2、 Geopolitical risk escalation: Gold’s safe haven attribute is being tested again
Short term volatility
The sudden escalation of geopolitical conflicts has led to severe fluctuations in the gold market. On June 30th, spot gold surged to $3289 in the short term after the data was released, but then fell back to $3269 due to the rebound of the US dollar index (DXY rose 0.3%), closing down 0.2%.
Comparison of Historical Cases and Market Reactions
Looking back at the escalation of the US Iran conflict in January 2020, the price of gold surged 4.5% within 24 hours of the attack on Sulaimani, breaking through $1610 per ounce. Although the current conflict has not reached the level of a ‘hot war’, the escalation of direct military intervention by the United States (such as the June 21 airstrike) has raised concerns in the market about the ‘situation in the Middle East getting out of control’. According to research by Deutsche Bank, the geopolitical risk premium of gold typically peaks on the 8-20 trading days after a crisis, with an average increase of 5.5%. The current pullback may be a “bullish entry opportunity”.
3、 The dual game in the gold market: the struggle between inflation and interest rates
Inflation stickiness and Federal Reserve policy expectations
Despite geopolitical risks driving up safe haven demand, the hawkish stance of the Federal Reserve still exerts pressure on gold. The core PCE price index rose to 2.7% year-on-year in May, reaching a new high since February 2025. The market’s probability of a rate cut in September has fallen from 71% in early June to 58%. UBS pointed out that if the Federal Reserve delays or even restarts interest rate cuts, an increase in real interest rates will weaken the attractiveness of gold, but the “risk of US economic recession” still provides bottom line support for gold prices.

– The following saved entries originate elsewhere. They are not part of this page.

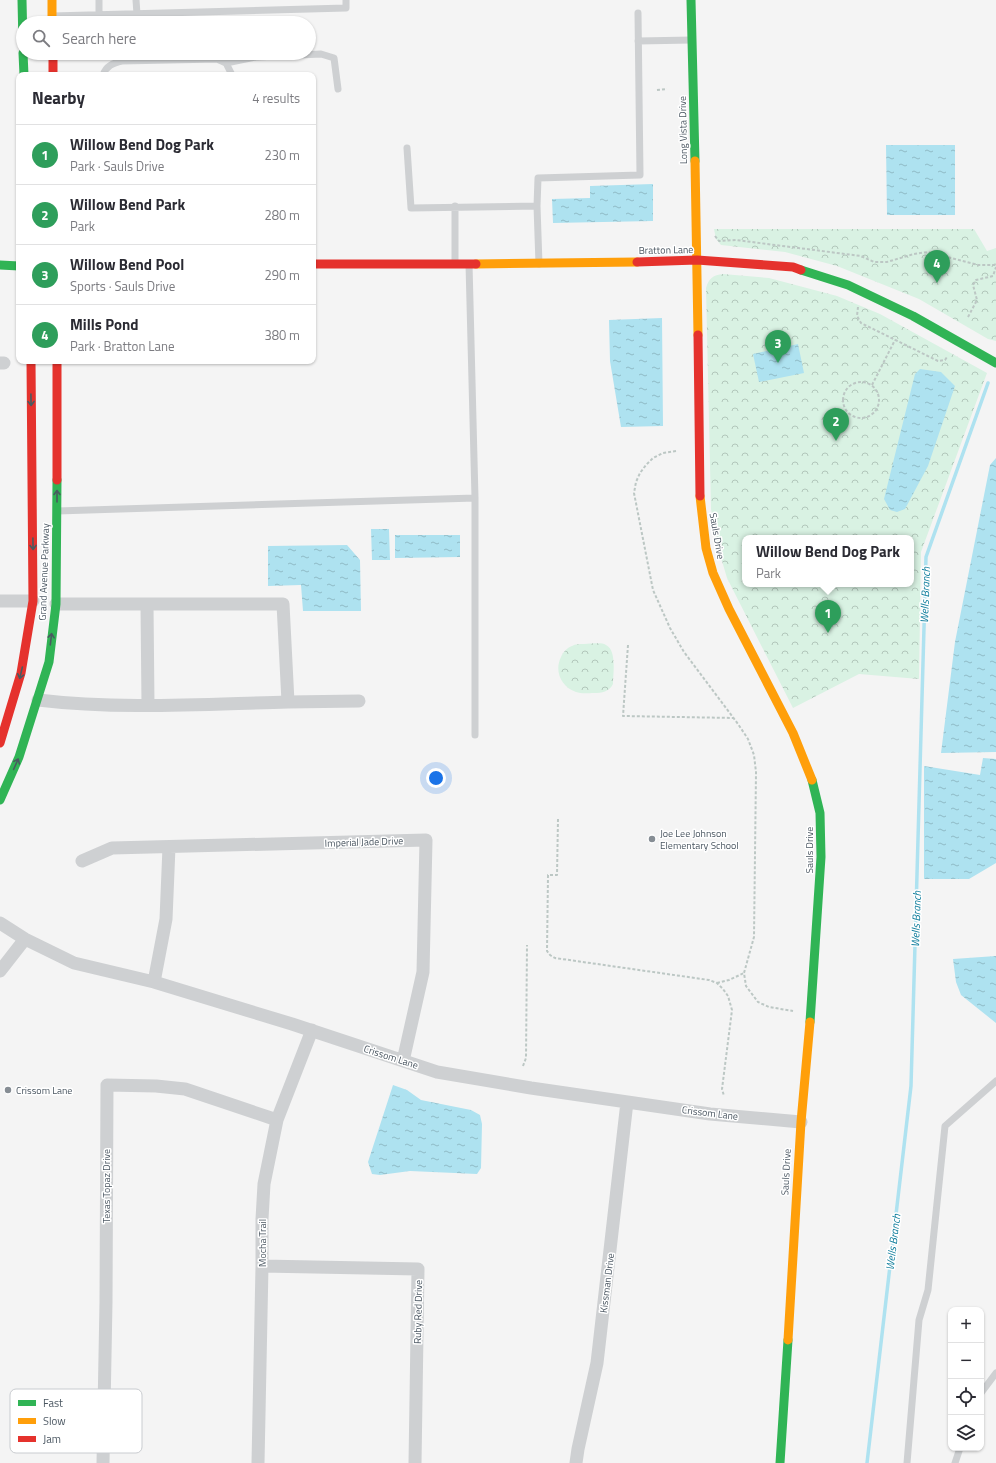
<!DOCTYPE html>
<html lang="en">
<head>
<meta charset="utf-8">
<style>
	:root { --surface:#fff; --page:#f7f7f7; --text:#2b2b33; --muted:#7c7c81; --line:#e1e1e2; --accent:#2563eb }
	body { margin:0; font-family:"Titillium Web",sans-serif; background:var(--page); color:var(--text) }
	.controls { position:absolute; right:12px; bottom:12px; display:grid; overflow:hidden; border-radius:8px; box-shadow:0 1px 3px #0004 }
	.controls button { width:36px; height:36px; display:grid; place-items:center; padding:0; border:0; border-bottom:1px solid var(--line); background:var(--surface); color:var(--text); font:20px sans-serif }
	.you { position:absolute; left:436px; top:778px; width:14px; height:14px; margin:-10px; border:3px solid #fff; border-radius:50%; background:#1a73e8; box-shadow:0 0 0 6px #1a73e833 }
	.badge { display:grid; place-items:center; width:26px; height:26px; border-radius:50%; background:var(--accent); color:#fff; font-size:13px; font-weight:700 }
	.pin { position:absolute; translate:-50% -33px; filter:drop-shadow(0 1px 2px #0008) }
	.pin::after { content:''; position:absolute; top:21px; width:14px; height:12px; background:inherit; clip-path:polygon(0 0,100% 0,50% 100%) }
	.popup { position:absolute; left:742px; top:535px; width:172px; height:52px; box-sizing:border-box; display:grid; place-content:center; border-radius:8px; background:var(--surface); filter:drop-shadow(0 1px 3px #0005); font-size:13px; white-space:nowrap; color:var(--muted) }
	.popup b { font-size:15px; color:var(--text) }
	.popup::after { content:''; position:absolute; left:50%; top:100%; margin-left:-8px; border:8px solid transparent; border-top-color:var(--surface) }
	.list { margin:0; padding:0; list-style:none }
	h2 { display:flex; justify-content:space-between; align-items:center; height:52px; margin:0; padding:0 16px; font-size:17px }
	h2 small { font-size:13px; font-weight:400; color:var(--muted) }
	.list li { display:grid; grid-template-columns:26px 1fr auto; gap:12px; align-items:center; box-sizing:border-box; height:60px; padding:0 16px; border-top:1px solid var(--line) }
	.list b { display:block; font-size:15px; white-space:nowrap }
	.list p { margin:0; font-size:13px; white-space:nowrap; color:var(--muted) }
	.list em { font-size:13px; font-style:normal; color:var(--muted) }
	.icon { flex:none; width:22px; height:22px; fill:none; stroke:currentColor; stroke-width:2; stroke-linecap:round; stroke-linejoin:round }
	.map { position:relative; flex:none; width:996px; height:1463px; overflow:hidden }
	.search { position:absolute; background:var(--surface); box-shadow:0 1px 3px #0004; left:16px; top:16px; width:300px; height:44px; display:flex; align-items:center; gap:10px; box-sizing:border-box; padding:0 14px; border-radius:22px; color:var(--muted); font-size:15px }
	.panel { position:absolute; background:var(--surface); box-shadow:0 1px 3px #0004; left:16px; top:72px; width:300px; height:292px; border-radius:8px }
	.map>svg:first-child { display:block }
	.park { fill:url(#park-crowns); fill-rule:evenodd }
	.water { fill:url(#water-ripples) }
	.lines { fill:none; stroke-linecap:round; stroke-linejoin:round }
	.stream { stroke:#aee2f0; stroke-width:3.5 }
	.path { stroke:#bcc7c4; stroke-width:2; stroke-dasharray:3 2; stroke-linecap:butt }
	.lane { stroke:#ced0d2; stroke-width:7 }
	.street { stroke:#ced0d2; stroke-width:13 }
	.fast { stroke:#30b455; stroke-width:9 }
	.slow { stroke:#ff9f0a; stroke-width:9 }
	.jam { stroke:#e5322d; stroke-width:9 }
	.oneway { stroke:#495b60 }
	.poi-dot { fill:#868d94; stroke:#fff; stroke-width:1.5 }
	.labels { text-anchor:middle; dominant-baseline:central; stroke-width:3; stroke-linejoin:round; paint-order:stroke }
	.street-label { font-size:10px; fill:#4a5661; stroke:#fff }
	.poi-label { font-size:10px; fill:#4a5661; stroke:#fff; text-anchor:start }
	.water-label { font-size:11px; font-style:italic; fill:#0c7c9b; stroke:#fff }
	.key { fill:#fff; stroke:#c9ccd0; stroke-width:1 }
	.key-label { font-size:11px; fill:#4a5661 }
</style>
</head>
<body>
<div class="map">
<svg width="996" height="1463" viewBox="0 0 996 1463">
	<defs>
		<pattern id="park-crowns" width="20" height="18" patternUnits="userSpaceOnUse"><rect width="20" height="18" fill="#d9f2e3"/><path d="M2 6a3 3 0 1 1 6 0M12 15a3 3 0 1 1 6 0" fill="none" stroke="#b2c7bb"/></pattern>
		<pattern id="water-ripples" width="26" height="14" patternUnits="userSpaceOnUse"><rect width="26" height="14" fill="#aee2f0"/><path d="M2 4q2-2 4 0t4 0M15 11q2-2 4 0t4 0" fill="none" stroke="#90bac6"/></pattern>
	</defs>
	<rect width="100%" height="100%" fill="#f4f4f4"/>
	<path class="park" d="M 714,229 L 974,229 L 987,251 L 996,248 L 996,341 L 988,339 L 919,299 L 837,266 L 785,252 L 721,245 L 716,239 Z
		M 723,274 L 769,278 L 837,296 L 880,314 L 987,373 L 921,552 L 919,679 L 859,674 L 793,708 L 727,578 L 717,544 L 711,509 L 706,288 C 709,278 713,275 723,274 ZM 745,538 L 911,538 L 911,584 L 745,584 Z
		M 584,644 C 591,644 601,642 606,645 C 617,650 613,675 613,684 C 609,692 602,693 594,693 C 589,693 581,694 576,692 C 561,687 554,671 561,657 C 563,652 567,648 572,646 C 575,644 580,644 584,644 Z"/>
	<path class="water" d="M 886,145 L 955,145 L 955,215 L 887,215 Z
		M 653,184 L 653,221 L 553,223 L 552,199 L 590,198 L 590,186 Z
		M 662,318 L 663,426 L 621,427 L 610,361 L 609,320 Z
		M 798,344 L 804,373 L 759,382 L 753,354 Z
		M 920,369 L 941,372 L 955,386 L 928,466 L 905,509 L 897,512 L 890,510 L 884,499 L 915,374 Z
		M 996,458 L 996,752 L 941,753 L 955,642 L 990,465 Z
		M 371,529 L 389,529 L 390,560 L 372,560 Z
		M 395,535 L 460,535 L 460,557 L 395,558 Z
		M 347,545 L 360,560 L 361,611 L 303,611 L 301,585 L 268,586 L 268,546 Z
		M 983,758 L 996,759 L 996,863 L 969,879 L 924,879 L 924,766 L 980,775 Z
		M 996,956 L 996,1023 L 961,995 L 956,982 L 953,959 Z
		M 393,1085 L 407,1090 L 421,1100 L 471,1110 L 480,1115 L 482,1124 L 481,1168 L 477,1174 L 410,1171 L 380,1175 L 372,1174 L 368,1162 Z"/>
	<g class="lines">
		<path class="stream" d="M 867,1463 L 911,1086 L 926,557 L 988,383"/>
		<path class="path" d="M 657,90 L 667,89
			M 715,236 L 719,241 L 736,240 L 861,256 L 874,262 L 887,262 L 914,254 L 928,252 L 978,265 L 996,265
			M 858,307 L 857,316 L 861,323 L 938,361 L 945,360 L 947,357
			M 968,317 L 977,300 L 973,285 L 976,280 L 993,276 L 996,267
			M843 400a18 18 0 1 1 36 0a18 18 0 1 1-36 0Z
			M 872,385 L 895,340
			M 676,451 L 663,453 L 653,458 L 646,465 L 640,473 L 636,482 L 634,493 L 653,590 L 670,628 L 684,652 L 738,724 L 748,739 L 754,755 L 756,772 L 754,937 L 744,973 L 746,986 L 758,1002 L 769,1007 L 793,1011
			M 628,645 L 623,716 L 734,718
			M 558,819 L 557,875 L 548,875 L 547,951 L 550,955 L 555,958 L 709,980 L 717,983 L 723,989 L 728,996 L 732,1010 L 722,1089 L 724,1096
			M 717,983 L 729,980 L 744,973
			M 523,1066 L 526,1058 L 527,945"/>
		<path class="lane" d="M 136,0 L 137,14
			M 99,15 L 99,0
			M 52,16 L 346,8 L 346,0
			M 638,41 L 692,40
			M 226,63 L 256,57 L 321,54 L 334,58 L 338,89
			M 103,75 C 106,66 113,63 122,61 L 217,59 L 226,63 L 232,75
			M 407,148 L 411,208 L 537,206 L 539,264
			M 455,206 L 455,264
			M 537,206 L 538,178 L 640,175 L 638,13
			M 469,264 L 475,498 L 475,735
			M 57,511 L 475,498
			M 981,1393 L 996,1373
			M 907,1463 L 919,1320 L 928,1290 L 945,1126 L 996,1081
			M 955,1463 L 960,1448"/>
		<path class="street" d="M 0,363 L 4,363
			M 0,601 L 33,601
			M 147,605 L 148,705
			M 38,700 C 121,710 205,704 288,702 L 283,604 L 56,604
			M 288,702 L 359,701
			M 82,861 L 112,848 L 426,840 L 423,972 L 403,1061
			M 0,923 L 25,939 L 74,963 L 154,982 L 292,1024 L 437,1072 L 531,1088 L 710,1114 L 801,1122
			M 0,971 L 25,939
			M 154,982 L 166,919 L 169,847
			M 262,1266 L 418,1269 L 415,1463
			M 103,1463 L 106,1302 L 107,1085 L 156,1086 L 185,1089 L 277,1120
			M 258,1463 L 262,1266 L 262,1219 L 264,1184 L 277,1120 L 312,1030
			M 576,1463 L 578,1449 L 597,1363 L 627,1102"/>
		<path class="fast" d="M 22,0 L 23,45
			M 691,0 L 695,161
			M 23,53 L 24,75
			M 0,265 L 19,266
			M 801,270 L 848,285 L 913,316 L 996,363
			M 0,800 L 19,757 L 49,662 L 56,604 L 57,480
			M 810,1022 L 821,857 L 820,813 L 812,780
			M 780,1463 L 788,1340"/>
		<path class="slow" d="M 52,0 L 52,23
			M 695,161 L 698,335
			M 476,264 L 637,262
			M 700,496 L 706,548 L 713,573 L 729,609 L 793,733 L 812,780
			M 788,1340 L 801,1122 L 810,1022"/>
		<path class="jam" d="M 53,53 L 53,75
			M 637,262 L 697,260 L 793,267 L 801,270
			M 313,264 L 476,264
			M 698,335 L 700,496
			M 57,480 L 57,361
			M 0,743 L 21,673 L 33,601 L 31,361"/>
	</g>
	<defs><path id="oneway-shaft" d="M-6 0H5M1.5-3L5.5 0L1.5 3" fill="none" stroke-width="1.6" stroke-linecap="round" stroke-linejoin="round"/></defs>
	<g class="oneway">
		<use href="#oneway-shaft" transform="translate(31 400) rotate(89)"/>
		<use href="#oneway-shaft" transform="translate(57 496) rotate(-90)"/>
		<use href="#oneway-shaft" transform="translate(33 544) rotate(89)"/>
		<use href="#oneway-shaft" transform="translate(51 639) rotate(-83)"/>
		<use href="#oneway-shaft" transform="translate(21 673) rotate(103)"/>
		<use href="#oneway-shaft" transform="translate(16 764) rotate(-66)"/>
	</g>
	<g class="poi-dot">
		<circle cx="652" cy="839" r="4"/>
		<circle cx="8" cy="1090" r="4"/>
	</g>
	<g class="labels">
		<g class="street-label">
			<text transform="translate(683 130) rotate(-91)">Long Vista Drive</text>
			<text transform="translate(666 250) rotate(-1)">Bratton Lane</text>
			<text transform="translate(717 536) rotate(80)">Sauls Drive</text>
			<text transform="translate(44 572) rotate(-88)">Grand Avenue Parkway</text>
			<text transform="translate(364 842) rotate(-2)">Imperial Jade Drive</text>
			<text transform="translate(809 850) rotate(-90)">Sauls Drive</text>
			<text transform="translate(391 1057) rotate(18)">Crissom Lane</text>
			<text transform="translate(710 1113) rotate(7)">Crissom Lane</text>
			<text transform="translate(786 1172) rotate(-87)">Sauls Drive</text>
			<text transform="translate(106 1186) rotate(-90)">Texas Topaz Drive</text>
			<text transform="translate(262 1243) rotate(-90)">Mocha Trail</text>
			<text transform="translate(607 1283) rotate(-83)">Kissman Drive</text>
			<text transform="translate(418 1312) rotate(-89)">Ruby Red Drive</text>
		</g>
		<g class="poi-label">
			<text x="660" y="833">Joe Lee Johnson<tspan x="660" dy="12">Elementary School</tspan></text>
			<text x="16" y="1090">Crissom Lane</text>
		</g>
		<g class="water-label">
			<text transform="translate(925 595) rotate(-88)">Wells Branch</text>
			<text transform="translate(916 919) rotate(-88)">Wells Branch</text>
			<text transform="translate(893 1242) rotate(-83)">Wells Branch</text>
		</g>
	</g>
	<rect x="10" y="1389" width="132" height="64" rx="6" class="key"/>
	<rect x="18" y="1400" width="18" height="6" fill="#30b455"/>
	<rect x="18" y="1418" width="18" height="6" fill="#ff9f0a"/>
	<rect x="18" y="1436" width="18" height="6" fill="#e5322d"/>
	<g class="key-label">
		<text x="43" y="1407">Fast</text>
		<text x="43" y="1425">Slow</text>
		<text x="43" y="1443">Jam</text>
	</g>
</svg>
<div class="controls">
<button>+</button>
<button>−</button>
<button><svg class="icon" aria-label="locate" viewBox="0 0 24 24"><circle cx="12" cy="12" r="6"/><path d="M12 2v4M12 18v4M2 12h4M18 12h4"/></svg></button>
<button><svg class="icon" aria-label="layers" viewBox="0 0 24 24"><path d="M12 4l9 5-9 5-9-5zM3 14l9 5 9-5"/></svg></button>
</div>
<div class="you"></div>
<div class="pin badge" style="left:828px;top:633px;background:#2e9e5b">1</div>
<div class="popup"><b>Willow Bend Dog Park</b>Park</div>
<div class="pin badge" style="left:836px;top:441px;background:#2e9e5b">2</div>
<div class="pin badge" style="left:778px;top:363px;background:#2e9e5b">3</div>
<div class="pin badge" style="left:937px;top:283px;background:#2e9e5b">4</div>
<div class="search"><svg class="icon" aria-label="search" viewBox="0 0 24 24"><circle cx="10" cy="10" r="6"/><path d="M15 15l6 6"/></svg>Search here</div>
<section class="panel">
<h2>Nearby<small>4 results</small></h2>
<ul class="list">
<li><span class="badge" style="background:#2e9e5b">1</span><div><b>Willow Bend Dog Park</b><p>Park · Sauls Drive</p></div><em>230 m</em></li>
<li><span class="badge" style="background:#2e9e5b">2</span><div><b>Willow Bend Park</b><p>Park</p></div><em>280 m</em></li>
<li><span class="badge" style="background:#2e9e5b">3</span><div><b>Willow Bend Pool</b><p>Sports · Sauls Drive</p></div><em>290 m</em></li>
<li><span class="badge" style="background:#2e9e5b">4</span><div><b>Mills Pond</b><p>Park · Bratton Lane</p></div><em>380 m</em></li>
</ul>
</section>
</div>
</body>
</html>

Global central bank purchases of gold and weakening of the US dollar’s position
According to data from the World Gold Council, 95% of surveyed central banks plan to continue increasing their holdings of gold in the next 12 months, with particularly strong purchasing intentions among emerging market central banks. Meanwhile, the official forum of international monetary and financial institutions (OMFIF) reports that the proportion of the US dollar in global foreign exchange reserves has decreased from 58% in 2024 to 52%, with gold becoming the main beneficiary of “de dollarization”. This trend provides long-term structural support for gold.

Trump’s tough stance on Iran’s nuclear facilities has pushed geopolitical risks to a new critical point. Despite being suppressed by the hawkish stance of the Federal Reserve in the short term, the global trend of central bank gold purchases, the weakening of the US dollar’s position, and the risk of economic recession in the United States still provide long-term action for gold prices.